ドラッグストアの店頭に、使い捨てカイロや入浴剤が並ぶ季節になりました。お肌の乾燥にも要注意。前回は「かゆみ止め」を使う前の基礎知識をお話ししました。ひとくちに「かゆみ止め」といっても効き目、その強さはピンキリです。
「白色ワセリン」と「プロペト」の違いは?
以前、医療用保湿剤「ヒルドイド」についてご説明しましたが、この薬はアトピーや乾燥肌の患者さんによく処方されます。そして「ヒルドイド」と並んでよく処方されるのが「白色ワセリン」や「プロペト」です。

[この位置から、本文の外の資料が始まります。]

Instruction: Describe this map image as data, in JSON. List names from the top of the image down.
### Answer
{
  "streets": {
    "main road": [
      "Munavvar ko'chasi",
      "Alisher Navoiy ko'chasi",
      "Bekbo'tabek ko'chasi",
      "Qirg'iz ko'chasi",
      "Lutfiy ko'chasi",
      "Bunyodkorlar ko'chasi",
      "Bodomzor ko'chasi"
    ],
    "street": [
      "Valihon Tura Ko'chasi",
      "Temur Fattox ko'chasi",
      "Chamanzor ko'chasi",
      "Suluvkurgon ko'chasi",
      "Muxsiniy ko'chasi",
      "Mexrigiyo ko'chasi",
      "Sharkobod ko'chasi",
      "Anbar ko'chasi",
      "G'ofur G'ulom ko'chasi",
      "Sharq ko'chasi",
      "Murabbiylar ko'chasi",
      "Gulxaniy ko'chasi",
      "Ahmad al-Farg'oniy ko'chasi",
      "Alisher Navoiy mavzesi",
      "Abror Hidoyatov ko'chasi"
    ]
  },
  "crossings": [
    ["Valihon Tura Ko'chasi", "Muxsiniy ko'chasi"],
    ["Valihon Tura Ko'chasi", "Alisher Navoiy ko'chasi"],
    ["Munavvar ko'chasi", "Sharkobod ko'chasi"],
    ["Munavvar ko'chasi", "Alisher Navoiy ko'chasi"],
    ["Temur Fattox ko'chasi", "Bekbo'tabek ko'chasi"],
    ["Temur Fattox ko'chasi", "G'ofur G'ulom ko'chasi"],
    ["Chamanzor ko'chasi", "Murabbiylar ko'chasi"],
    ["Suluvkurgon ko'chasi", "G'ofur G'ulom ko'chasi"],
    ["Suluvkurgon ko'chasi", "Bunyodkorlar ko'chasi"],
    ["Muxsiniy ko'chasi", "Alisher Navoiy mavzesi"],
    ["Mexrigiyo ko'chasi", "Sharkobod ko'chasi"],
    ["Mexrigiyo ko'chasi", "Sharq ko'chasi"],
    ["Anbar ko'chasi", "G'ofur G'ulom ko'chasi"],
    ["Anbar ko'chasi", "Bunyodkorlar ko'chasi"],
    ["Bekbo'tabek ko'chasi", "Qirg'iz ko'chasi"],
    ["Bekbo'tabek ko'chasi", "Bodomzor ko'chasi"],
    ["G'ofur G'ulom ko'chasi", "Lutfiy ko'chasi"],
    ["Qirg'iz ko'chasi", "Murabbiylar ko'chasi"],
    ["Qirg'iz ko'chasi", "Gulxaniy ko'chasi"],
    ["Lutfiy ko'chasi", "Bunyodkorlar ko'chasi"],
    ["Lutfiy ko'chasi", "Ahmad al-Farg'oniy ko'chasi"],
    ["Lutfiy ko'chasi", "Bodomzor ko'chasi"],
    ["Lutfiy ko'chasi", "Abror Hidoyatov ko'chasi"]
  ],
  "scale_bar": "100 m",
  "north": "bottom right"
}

ワセリンはみなさんもよくご存知でしょう。ドラッグストアでも売っています。ワセリンは石油を蒸留し、皮膚に塗っても安全なレベルまで精製したものです。なので、ワセリンはまるごと油です。それ以外の成分はほとんど入っていません。医療用に精製度を高めたのが「白色ワセリン」、さらに高めたのが「プロペト」です。純度はこうなります。
ワセリン<白色ワセリン<プロペト
色も上の順番に白くなっていきます。「プロペト」には不純物がほとんど入っていないので、顔や目の周りにも使えます。言い換えれば目に入っても安全というレベルです。ですからアトピーの患者にも処方されるのです。長く使われている薬で、副作用もほとんどありません。
ワセリンは皮膚上にとどまることに意味がある
薬効成分が入っていないのなら、ワセリンって何の薬なの?ということになりますが、保湿剤です。「ヒルドイド」は、ヘパリン様物質という有効成分が皮膚に浸透していくことで薬効を発揮します。一方、ワセリンは皮膚上にとどまることで皮膚を保湿します。